**Task prompt:** Only the lines below, from the one with "const g = document.querySelector('canvas').getContext('2d');" through the one with "M 296,0 L 332,0 L 340,25 L 307,35 Z", are to be written out, exactly.
**********
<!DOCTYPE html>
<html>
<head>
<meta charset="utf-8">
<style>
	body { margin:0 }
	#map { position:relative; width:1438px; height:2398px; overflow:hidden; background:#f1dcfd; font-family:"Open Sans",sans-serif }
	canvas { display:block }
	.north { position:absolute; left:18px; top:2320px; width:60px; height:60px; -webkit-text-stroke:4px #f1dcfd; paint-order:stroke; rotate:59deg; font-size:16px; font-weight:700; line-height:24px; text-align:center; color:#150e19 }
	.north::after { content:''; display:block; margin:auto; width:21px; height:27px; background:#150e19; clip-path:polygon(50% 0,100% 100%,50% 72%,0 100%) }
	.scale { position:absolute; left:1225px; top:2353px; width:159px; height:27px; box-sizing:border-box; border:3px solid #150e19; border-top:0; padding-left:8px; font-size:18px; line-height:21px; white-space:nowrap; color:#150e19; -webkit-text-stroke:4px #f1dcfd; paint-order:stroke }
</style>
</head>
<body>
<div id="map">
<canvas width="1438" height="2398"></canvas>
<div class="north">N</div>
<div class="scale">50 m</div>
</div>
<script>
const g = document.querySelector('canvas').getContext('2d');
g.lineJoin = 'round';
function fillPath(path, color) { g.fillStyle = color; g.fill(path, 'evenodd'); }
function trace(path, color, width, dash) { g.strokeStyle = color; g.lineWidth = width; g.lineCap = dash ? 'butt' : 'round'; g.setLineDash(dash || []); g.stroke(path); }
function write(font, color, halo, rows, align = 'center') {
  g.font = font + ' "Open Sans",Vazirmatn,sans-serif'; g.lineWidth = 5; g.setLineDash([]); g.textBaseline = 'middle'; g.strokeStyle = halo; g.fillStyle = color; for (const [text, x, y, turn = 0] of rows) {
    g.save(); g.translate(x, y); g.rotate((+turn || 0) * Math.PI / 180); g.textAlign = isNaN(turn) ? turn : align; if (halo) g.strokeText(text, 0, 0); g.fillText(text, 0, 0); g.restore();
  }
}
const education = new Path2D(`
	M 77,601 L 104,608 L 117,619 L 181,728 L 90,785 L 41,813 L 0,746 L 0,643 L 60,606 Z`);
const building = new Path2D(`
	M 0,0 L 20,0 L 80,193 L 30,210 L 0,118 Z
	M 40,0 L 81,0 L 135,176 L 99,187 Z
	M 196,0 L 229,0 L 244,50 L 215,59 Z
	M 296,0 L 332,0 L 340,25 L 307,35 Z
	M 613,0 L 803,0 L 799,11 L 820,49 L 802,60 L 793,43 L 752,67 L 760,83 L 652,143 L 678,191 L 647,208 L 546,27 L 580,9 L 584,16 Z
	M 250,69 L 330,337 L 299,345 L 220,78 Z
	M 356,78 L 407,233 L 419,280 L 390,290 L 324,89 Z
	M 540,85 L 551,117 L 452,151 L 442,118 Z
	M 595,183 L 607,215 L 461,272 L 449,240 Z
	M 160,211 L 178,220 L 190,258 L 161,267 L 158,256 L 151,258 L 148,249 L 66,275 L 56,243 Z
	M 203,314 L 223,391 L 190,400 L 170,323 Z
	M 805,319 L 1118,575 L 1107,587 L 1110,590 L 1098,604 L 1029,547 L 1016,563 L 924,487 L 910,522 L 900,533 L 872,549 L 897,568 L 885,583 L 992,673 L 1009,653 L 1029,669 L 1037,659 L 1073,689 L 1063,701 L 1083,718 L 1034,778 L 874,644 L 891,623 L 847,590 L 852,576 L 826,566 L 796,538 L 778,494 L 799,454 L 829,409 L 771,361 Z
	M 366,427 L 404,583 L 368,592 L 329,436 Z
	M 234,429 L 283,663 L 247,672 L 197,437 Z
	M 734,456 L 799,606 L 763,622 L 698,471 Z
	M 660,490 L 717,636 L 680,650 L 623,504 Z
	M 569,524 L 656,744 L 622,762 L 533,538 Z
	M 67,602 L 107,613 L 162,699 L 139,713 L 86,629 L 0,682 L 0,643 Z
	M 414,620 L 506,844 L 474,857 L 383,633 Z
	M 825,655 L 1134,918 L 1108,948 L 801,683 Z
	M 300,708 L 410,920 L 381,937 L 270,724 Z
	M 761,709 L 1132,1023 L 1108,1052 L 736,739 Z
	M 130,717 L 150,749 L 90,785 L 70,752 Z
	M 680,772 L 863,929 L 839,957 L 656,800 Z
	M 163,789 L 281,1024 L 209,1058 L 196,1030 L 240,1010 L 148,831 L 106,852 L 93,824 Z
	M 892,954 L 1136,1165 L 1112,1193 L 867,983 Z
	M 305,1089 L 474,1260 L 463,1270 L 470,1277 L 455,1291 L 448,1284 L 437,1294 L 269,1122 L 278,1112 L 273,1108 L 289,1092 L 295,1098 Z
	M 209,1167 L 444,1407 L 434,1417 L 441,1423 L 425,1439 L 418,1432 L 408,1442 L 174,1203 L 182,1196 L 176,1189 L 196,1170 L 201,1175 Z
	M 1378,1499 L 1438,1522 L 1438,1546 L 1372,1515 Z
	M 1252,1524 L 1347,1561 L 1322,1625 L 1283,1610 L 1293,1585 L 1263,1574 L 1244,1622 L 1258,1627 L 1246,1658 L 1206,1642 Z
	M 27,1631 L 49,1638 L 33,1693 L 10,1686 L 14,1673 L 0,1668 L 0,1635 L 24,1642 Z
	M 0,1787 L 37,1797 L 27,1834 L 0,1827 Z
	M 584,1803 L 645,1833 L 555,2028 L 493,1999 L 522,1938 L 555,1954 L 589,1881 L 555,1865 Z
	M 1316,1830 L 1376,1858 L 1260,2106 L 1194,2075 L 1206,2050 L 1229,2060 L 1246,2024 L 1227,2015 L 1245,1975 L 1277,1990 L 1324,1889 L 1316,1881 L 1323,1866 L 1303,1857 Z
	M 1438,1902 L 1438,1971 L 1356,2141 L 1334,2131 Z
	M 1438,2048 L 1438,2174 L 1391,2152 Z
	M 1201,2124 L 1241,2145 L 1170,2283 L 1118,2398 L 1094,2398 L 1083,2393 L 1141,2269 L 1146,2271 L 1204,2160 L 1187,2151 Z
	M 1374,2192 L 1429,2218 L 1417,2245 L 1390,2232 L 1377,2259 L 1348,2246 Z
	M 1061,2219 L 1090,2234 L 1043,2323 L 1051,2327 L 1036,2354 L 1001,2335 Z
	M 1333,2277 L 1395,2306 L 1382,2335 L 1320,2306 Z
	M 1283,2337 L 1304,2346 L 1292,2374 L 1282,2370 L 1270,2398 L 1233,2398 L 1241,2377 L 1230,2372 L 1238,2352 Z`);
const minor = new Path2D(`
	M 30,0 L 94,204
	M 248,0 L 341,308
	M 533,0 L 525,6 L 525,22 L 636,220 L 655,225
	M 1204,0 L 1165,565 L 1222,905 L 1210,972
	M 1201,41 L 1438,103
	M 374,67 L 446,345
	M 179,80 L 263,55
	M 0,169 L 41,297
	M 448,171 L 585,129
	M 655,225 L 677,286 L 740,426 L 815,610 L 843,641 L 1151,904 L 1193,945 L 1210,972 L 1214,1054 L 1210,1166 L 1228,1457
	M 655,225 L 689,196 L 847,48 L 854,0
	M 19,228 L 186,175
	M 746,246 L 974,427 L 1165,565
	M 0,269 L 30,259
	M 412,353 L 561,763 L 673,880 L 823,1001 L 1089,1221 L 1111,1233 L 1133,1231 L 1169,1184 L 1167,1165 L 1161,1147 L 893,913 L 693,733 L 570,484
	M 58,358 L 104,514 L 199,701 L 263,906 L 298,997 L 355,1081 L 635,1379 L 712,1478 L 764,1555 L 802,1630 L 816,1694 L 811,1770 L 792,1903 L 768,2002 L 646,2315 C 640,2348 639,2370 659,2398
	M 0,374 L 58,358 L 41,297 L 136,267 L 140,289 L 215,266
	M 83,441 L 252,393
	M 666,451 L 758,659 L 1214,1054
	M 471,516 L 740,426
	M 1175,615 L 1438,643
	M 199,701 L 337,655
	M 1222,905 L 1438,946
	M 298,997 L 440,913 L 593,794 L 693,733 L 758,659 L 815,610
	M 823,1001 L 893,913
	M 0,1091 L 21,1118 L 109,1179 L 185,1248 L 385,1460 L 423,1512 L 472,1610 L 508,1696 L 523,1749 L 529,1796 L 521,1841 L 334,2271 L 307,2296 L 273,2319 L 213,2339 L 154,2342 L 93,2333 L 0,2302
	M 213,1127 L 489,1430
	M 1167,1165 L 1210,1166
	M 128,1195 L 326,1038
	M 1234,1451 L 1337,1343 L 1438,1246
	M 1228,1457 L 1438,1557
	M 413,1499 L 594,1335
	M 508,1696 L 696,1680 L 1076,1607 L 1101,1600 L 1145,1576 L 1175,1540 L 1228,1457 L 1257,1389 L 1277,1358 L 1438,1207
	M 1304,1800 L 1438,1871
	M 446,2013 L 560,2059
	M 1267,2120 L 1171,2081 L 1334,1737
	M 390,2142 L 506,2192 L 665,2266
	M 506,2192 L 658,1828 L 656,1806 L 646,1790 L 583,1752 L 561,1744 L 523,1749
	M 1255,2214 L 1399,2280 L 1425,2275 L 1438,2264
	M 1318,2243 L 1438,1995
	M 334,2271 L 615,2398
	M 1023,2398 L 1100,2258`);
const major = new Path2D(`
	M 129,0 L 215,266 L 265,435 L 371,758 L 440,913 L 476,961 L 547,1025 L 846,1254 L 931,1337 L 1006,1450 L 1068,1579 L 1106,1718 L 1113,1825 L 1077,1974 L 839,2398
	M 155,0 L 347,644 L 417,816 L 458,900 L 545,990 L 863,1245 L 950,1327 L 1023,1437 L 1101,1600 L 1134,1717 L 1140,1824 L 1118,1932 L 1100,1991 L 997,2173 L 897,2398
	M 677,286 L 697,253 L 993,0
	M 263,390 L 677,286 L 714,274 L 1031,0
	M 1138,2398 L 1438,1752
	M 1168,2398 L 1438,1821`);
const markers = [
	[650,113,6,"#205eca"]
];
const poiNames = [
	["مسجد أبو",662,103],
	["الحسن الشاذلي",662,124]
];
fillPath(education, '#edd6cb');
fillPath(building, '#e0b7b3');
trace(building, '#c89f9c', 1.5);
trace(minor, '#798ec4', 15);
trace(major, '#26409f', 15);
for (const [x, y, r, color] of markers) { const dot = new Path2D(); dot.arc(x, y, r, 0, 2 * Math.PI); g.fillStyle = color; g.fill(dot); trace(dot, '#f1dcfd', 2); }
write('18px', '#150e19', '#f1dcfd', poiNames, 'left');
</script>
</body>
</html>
**********
**Result of the task:**
const g = document.querySelector('canvas').getContext('2d');
g.lineJoin = 'round';
function fillPath(path, color) { g.fillStyle = color; g.fill(path, 'evenodd'); }
function trace(path, color, width, dash) { g.strokeStyle = color; g.lineWidth = width; g.lineCap = dash ? 'butt' : 'round'; g.setLineDash(dash || []); g.stroke(path); }
function write(font, color, halo, rows, align = 'center') {
  g.font = font + ' "Open Sans",Vazirmatn,sans-serif'; g.lineWidth = 5; g.setLineDash([]); g.textBaseline = 'middle'; g.strokeStyle = halo; g.fillStyle = color; for (const [text, x, y, turn = 0] of rows) {
    g.save(); g.translate(x, y); g.rotate((+turn || 0) * Math.PI / 180); g.textAlign = isNaN(turn) ? turn : align; if (halo) g.strokeText(text, 0, 0); g.fillText(text, 0, 0); g.restore();
  }
}
const education = new Path2D(`
	M 77,601 L 104,608 L 117,619 L 181,728 L 90,785 L 41,813 L 0,746 L 0,643 L 60,606 Z`);
const building = new Path2D(`
	M 0,0 L 20,0 L 80,193 L 30,210 L 0,118 Z
	M 40,0 L 81,0 L 135,176 L 99,187 Z
	M 196,0 L 229,0 L 244,50 L 215,59 Z
	M 296,0 L 332,0 L 340,25 L 307,35 Z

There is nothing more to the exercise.